Produzido pelo Security Red Team da Real Protect

A União Europeia criou a primeira versão de um documento que destaca a gravidade de ataques cibernéticos vindos de uma nação, classificando-os como Ato de Guerra. A medida foi tomada a partir dos últimos ataques que, em geral, são originados de Rússia e Coréia do Norte. Em linhas gerais, o documento deixa a entender que os Estados membros podem responder a ataques cibernéticos com a utilização de armas convencionais, algo descrito como o “pior dos piores casos”.

O cenário é um indicativo de que a segurança cibernética é um dos maiores problemas enfrentados hoje. Isso ocorre pela sofisticação dos ataques cibernéticos nos últimos anos, principalmente com relação a potenciais danos executados contra infraestruturas críticas.

De acordo com o documento, os Estados estarão intitulados ao artigo 42 inciso 7 do Tratado de Lisboa, que permite o auxílio e cooperação direta de outros membros na defesa de um país afetado.

 

Acontecimentos Recentes

O secretário geral da OTAN, Jens Stoltenberg, declarou em uma reunião dos ministros da defesa da OTAN que eles estão estabelecendo o espaço cibernético como um domínio militar, ao lado de terra, mar e ar. O que permite que medidas defensivas de alianças sejam ativados, como é o caso da OTAN e UE.

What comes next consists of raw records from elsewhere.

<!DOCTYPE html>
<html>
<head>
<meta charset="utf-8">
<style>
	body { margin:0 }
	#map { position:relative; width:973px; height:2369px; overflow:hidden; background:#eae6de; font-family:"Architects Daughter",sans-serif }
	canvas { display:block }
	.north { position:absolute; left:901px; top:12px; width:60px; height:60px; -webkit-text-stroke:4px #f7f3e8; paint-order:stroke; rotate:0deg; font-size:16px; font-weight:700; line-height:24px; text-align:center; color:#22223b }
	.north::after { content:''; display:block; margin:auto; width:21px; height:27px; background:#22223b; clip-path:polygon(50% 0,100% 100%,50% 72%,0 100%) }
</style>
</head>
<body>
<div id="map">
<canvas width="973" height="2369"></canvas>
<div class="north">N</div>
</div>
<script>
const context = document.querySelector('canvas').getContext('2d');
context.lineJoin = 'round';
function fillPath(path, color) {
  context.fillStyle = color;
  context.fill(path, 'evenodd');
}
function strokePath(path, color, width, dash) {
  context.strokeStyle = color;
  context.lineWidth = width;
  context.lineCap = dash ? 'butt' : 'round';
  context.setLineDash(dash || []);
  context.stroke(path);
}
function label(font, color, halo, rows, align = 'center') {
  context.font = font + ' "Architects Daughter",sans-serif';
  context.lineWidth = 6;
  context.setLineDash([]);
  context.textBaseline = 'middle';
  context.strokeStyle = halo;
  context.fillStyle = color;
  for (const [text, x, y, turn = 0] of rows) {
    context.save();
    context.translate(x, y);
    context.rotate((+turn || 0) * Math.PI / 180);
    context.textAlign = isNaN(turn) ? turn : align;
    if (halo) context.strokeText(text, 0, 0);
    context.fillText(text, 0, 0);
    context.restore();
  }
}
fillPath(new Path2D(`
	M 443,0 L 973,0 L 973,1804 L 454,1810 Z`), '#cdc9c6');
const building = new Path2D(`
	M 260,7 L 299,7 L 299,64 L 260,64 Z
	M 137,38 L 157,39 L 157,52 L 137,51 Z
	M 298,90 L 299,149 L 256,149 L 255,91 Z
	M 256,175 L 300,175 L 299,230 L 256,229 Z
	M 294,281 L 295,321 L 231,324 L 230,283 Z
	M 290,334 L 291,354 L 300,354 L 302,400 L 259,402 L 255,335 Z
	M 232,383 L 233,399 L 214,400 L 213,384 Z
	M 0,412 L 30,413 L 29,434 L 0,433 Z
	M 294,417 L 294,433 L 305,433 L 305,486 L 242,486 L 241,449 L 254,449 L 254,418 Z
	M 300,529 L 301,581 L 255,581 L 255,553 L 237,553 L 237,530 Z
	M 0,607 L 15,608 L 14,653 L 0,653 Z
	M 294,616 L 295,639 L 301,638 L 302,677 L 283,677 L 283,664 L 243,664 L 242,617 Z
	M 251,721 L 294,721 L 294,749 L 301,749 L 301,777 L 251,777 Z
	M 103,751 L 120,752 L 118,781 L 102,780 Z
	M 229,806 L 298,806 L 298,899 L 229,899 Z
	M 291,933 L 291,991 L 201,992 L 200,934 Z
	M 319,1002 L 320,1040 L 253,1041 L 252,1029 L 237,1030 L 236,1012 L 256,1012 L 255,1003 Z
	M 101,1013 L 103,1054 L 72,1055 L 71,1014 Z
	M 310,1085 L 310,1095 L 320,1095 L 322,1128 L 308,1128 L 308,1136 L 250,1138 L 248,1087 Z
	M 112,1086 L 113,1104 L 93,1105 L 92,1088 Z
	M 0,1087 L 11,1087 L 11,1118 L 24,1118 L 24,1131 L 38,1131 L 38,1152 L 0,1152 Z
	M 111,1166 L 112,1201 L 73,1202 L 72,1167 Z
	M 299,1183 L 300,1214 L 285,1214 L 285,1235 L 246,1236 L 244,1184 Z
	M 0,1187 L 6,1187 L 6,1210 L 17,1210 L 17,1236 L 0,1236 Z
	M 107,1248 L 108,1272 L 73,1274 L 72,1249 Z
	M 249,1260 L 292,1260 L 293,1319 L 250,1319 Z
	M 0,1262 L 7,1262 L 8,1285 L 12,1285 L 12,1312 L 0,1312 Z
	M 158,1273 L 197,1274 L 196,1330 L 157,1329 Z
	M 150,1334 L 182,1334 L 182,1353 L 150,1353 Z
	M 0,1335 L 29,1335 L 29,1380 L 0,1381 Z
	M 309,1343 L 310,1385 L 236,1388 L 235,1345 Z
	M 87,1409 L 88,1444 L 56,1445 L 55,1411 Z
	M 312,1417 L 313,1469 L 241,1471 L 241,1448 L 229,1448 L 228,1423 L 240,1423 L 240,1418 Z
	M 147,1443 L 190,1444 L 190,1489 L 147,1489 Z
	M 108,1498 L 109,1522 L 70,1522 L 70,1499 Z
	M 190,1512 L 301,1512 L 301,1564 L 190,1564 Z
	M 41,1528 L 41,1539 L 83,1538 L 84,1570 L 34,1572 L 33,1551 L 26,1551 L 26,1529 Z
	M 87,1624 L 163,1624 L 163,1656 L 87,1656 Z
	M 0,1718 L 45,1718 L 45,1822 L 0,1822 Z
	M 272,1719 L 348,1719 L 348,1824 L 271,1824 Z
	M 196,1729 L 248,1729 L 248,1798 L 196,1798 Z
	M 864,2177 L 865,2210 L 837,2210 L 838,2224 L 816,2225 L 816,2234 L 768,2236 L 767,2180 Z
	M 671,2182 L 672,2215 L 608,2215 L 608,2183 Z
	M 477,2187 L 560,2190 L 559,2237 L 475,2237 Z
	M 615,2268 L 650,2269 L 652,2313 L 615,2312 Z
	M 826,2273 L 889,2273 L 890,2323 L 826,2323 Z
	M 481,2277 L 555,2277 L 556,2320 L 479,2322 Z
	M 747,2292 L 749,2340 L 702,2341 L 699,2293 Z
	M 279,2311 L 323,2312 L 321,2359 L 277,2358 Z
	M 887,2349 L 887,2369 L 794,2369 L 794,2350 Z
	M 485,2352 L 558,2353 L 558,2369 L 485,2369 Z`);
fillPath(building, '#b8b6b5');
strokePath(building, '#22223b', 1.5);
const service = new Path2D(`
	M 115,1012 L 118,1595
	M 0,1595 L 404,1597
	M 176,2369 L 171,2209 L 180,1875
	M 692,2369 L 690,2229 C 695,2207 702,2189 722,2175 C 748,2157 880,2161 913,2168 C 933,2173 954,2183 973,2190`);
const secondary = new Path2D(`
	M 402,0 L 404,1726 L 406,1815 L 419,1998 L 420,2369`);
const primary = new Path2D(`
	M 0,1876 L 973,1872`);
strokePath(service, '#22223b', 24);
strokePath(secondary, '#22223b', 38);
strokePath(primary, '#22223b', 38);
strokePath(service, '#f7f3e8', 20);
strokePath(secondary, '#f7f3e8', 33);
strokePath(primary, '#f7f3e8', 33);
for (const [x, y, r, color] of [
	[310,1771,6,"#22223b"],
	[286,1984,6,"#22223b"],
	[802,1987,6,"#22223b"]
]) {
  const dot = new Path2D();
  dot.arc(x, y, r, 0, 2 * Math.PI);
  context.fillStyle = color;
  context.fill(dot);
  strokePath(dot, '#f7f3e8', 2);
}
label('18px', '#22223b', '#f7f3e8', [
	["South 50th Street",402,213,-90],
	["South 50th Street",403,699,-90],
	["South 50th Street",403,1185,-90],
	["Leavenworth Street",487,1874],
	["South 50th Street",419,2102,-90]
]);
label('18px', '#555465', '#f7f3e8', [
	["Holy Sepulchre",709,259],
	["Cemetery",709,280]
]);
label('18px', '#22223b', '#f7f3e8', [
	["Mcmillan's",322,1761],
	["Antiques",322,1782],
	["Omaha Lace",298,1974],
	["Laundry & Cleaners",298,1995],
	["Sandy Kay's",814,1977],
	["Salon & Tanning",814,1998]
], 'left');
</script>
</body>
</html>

No Brasil, o espaço cibernético é considerado como estratégico para as forças armadas há mais de uma década, tendo esse status estabelecido a partir da publicação da Estratégia de Defesa Nacional e, posteriormente, do Livro Verde da Segurança Cibernética.

O Ministro de Segurança do Reino Unido, Ben Wallace, disse recentemente que o governo do Reino Unido estava “com a máxima certeza” de que a Coréia do Norte estava por trás dos ataques de ransomware Wannacry, onde um terço do NHS England, corpo público do departamento de saúde britânico, foi interrompido devido aos ataques.

 

Obstáculos da Medida

Um dos problemas hoje é a atribuição dos ataques cibernéticos. Isso faz com que a medida tenha um valor muito mais simbólico do que prático e efetivo. O Cientista Chefe da McAfee, Raj Samani, declarou que apesar de ser importante considerar ataques cibernéticos para espionagem ou sabotagem da mesma maneira que suas versões físicas, o desafio dos países é identificar e provar que os atacantes possuem conexões diretas a organizações governamentais – o que, agora, grupos e até mesmo países estarão mais atentos do que nunca para esconder.

Especialistas conseguem, muitas das vezes, apontar com alto nível de certeza quem ou quais os atacantes responsáveis por um ataque cibernético, contudo, sempre existe uma pequena parcela de dedução. É possível identificar traços e técnicas tecnológicas que apontem a um país específico, mas quem realiza os ataques também conhece esses indícios e os inclui intencionalmente com objetivo de ocultar a verdadeira origem.

Também existe a possibilidade do contrato de terceiros para realizar os ataques, o que cria mais uma camada de distância. Com tudo isso, é muito difícil que um Estado esteja absolutamente certo de onde o ataque veio.